The PUMA logo needs some work after Leg 5. Image copyright Sally Collison/PUMA Ocean Racing.
At the beginning of this epic leg almost a month and a half ago, the team had said their final goodbyes to loved ones in freezing cold China on Valentine’s Day. They today emerged looking relieved at the other end of a marathon leg. Having scaled the Pacific Ocean from north to south, skirted icebergs in the Southern Ocean, rounded Cape Horn in rough seas and made agonisingly slow progress northwards to Brazil over the past week, this leg will truly go down in sailing history. For the PUMA team, the journey has been long and arduous, with extreme highs and extreme lows, together with yet more close racing amongst the fleet.
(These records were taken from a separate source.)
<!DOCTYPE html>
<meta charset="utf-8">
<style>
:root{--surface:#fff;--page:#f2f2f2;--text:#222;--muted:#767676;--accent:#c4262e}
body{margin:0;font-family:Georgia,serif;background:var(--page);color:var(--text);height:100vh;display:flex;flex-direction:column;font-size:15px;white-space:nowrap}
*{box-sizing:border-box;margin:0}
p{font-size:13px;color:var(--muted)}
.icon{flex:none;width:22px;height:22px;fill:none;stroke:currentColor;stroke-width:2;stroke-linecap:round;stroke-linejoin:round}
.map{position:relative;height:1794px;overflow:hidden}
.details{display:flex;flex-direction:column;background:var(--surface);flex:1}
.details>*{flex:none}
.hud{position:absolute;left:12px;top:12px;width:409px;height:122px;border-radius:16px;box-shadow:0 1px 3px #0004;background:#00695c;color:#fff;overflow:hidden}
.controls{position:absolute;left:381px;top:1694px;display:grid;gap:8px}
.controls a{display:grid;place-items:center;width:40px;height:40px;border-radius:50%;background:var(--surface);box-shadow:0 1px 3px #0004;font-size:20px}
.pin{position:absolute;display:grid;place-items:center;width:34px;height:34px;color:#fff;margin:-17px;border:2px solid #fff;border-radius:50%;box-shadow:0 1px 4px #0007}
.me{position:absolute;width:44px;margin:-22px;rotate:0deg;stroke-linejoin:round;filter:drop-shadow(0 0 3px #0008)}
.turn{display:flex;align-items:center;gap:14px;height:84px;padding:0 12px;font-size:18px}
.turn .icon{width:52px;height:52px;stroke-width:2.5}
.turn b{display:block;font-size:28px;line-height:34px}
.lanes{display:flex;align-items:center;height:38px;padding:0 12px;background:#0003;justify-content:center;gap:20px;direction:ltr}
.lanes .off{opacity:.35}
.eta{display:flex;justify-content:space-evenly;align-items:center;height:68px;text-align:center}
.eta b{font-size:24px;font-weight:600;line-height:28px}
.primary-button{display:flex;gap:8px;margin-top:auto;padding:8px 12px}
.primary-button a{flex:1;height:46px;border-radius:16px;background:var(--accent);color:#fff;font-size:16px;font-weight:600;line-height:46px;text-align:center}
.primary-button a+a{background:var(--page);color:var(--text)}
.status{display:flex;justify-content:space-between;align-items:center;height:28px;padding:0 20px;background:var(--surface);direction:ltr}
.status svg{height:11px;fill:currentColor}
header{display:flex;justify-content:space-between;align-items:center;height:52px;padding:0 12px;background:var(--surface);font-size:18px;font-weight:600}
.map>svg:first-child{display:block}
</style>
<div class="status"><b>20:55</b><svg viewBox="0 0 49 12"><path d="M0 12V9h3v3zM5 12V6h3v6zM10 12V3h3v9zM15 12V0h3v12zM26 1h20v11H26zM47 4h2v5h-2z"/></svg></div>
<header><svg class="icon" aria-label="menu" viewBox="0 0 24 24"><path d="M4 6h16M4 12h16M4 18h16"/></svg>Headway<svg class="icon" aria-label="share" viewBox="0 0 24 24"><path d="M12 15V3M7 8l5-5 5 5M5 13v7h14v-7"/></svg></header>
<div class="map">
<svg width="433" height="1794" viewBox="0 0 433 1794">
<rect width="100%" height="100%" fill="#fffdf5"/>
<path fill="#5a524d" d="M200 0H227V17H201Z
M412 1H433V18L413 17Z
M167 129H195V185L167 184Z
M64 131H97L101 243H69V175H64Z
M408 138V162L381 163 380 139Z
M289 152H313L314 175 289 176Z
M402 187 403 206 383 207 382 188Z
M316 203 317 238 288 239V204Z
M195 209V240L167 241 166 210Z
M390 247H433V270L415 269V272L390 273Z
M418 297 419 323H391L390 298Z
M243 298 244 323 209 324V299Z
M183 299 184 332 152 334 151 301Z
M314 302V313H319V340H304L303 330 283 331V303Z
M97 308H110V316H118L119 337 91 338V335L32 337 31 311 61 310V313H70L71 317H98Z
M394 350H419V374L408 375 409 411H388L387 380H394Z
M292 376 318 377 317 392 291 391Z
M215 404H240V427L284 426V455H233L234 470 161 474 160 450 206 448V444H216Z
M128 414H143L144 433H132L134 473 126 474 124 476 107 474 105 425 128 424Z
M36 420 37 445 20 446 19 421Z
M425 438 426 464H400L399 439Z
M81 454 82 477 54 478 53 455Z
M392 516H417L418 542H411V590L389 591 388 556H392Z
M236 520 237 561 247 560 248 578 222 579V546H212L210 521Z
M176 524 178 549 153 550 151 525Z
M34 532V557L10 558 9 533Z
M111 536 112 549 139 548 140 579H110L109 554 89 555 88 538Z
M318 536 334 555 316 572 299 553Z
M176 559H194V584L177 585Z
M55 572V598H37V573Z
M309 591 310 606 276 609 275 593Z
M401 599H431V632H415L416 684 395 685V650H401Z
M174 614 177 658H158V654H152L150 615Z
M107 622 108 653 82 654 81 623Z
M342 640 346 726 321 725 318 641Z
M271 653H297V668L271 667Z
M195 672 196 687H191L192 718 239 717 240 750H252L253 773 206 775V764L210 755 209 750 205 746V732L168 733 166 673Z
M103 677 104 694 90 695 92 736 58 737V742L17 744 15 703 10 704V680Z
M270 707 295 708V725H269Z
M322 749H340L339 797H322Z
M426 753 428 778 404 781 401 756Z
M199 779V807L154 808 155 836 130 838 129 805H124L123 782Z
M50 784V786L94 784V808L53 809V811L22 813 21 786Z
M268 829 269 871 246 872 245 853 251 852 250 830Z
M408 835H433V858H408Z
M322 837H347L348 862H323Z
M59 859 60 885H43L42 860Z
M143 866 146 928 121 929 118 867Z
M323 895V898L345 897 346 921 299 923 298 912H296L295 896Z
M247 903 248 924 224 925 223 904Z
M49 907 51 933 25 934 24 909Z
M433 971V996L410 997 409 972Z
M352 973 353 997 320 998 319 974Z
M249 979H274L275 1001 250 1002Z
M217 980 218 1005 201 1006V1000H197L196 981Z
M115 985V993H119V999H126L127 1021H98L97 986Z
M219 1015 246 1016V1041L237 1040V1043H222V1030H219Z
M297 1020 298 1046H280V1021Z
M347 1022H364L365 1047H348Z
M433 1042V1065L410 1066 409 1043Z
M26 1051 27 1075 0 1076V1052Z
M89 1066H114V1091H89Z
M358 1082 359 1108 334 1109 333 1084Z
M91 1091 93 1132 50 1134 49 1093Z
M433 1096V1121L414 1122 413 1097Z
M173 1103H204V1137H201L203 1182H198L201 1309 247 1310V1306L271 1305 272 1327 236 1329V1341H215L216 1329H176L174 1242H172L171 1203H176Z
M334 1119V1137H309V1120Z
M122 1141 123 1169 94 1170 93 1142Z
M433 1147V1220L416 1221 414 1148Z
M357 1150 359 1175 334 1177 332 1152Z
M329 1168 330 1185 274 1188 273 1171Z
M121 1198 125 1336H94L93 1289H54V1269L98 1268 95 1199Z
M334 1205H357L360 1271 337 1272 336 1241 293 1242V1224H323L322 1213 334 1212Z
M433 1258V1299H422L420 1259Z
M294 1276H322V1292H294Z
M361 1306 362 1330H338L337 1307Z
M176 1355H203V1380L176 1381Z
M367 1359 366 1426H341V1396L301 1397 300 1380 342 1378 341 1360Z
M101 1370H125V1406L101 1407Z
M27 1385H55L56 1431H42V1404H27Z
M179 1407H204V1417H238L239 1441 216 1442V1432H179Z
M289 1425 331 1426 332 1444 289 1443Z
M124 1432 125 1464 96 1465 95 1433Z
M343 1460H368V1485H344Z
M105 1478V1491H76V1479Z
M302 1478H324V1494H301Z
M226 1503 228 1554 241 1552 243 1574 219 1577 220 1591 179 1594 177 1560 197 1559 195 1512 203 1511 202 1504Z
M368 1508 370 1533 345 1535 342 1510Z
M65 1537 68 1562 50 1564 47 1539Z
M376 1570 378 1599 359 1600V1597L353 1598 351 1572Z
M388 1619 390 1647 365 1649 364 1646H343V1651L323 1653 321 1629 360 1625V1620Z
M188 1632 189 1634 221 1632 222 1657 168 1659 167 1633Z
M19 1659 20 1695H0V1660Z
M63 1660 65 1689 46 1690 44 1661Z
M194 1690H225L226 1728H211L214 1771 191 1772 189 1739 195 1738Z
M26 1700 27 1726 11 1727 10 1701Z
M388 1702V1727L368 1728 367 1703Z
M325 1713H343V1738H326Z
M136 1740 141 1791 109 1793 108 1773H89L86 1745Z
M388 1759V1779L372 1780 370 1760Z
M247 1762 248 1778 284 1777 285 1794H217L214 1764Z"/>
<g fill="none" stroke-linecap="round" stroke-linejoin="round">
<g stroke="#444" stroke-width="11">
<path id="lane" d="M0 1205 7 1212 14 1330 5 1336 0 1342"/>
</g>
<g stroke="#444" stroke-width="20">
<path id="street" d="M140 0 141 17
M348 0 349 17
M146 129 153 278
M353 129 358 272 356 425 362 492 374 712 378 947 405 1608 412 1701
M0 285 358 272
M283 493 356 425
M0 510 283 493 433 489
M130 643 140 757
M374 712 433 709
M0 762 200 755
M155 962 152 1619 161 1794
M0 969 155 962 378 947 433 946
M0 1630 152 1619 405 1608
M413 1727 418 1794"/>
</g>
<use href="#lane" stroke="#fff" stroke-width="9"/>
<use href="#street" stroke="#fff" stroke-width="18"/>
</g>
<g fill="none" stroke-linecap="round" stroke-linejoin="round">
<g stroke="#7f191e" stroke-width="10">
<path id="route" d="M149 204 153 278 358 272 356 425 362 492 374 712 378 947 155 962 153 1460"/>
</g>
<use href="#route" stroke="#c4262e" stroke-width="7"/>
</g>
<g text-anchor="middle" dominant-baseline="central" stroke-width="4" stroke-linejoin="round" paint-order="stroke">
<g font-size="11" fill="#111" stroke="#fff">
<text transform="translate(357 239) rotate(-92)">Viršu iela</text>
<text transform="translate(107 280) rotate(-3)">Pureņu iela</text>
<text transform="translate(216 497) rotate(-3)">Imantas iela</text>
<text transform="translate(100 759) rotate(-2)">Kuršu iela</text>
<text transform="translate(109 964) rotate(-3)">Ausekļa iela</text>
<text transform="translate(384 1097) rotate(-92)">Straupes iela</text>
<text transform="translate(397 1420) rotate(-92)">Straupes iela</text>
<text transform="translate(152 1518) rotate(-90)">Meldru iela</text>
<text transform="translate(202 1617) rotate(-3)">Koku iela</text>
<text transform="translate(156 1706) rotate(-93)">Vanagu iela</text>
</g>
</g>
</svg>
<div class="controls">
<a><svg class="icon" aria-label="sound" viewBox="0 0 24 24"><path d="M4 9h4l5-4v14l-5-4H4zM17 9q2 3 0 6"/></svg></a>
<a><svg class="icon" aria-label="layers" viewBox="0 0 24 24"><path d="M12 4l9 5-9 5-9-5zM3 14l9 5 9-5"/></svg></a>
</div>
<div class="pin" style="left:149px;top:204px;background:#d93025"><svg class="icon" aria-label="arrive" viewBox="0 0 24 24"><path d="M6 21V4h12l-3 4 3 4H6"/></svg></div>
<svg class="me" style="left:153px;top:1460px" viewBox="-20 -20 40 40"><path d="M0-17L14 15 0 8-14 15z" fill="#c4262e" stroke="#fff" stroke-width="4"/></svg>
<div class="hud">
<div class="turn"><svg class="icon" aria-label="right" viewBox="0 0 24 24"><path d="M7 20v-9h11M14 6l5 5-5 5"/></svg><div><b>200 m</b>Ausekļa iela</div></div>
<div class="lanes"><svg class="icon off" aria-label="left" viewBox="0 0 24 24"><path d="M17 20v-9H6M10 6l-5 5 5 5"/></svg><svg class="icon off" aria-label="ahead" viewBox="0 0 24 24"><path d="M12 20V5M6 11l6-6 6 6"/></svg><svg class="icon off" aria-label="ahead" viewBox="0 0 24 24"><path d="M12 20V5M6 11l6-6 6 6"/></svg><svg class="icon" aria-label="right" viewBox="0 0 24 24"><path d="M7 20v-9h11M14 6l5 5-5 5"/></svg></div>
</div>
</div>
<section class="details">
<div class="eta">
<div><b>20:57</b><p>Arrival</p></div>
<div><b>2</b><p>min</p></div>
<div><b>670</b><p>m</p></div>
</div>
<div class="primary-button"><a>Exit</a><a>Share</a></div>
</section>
PUMA led the fleet for a large part of the first half of the leg, before rounding Cape Horn in third place on Tuesday 17th March. Ten days later, the PUMA team were being teased by the bright lights of Rio, beckoning the team in as they battled with patchy light winds to make it to the finish.
The PUMA Ocean Racing team were welcomed on the dock by family and the PUMA shore team along with local samba dancers. After celebrating onstage the eleven dishevelled crew were ushered to a banquet fit for kings in the PUMA Lounge before much-needed showers and sleep.
Kenny Read with sandwich in hand. Image copyright Sally Collison/PUMA Ocean Racing.
On the dock in Rio Skipper Ken Read (USA) commented: “I don’t think any of us, before we began this leg, knew quite what it would be like. It was not only a boat race but a real adventure. It was non-stop excitement from beginning to end, right out from China. You don't realise how daunting the Southern Ocean is until you're there. Rounding Cape Horn is something I'll never forget as long as I live. If you were going to write the script for it, it was this squally, eerie, hazy day. The sun would break through and then there was pouring rain, blowing 30 knots.”
“It’s an emotional day to be here safely in Brazil and see our families again. We’ve finished the leg on the podium, solidified second place overall, rounded Cape Horn, and I’ve done it all with my friends. The guys on Ericsson 3 sailed a heck of a leg. They made the break at New Zealand and made it hold up all the way to the finish – it’s a great effort by their squad and hard earned. The leg itself was like a 41-day day race, every day you were pushing just as hard as you would in a one day regatta. I wondered if we would begin to have to pace ourselves but the fact is, there’s no such thing – if you try to pace yourself you just lose. So you can’t.”
Casey and the Samba girls. Image copyright Sally Collison/PUMA Ocean Racing.
“We will have this experience to look back on forever – although I don't think the magnitude of this leg will really sink in until after the completion of the race. It says a lot when you can't get the route that we just sailed on one computer screen because it covers half the planet. With half the points in this race still available it is still anyone’s game, not only for the podium but for victory. Anything can happen. We will stay on our toes and keep pushing as hard as we can until someone grabs our lines in St Petersburg.”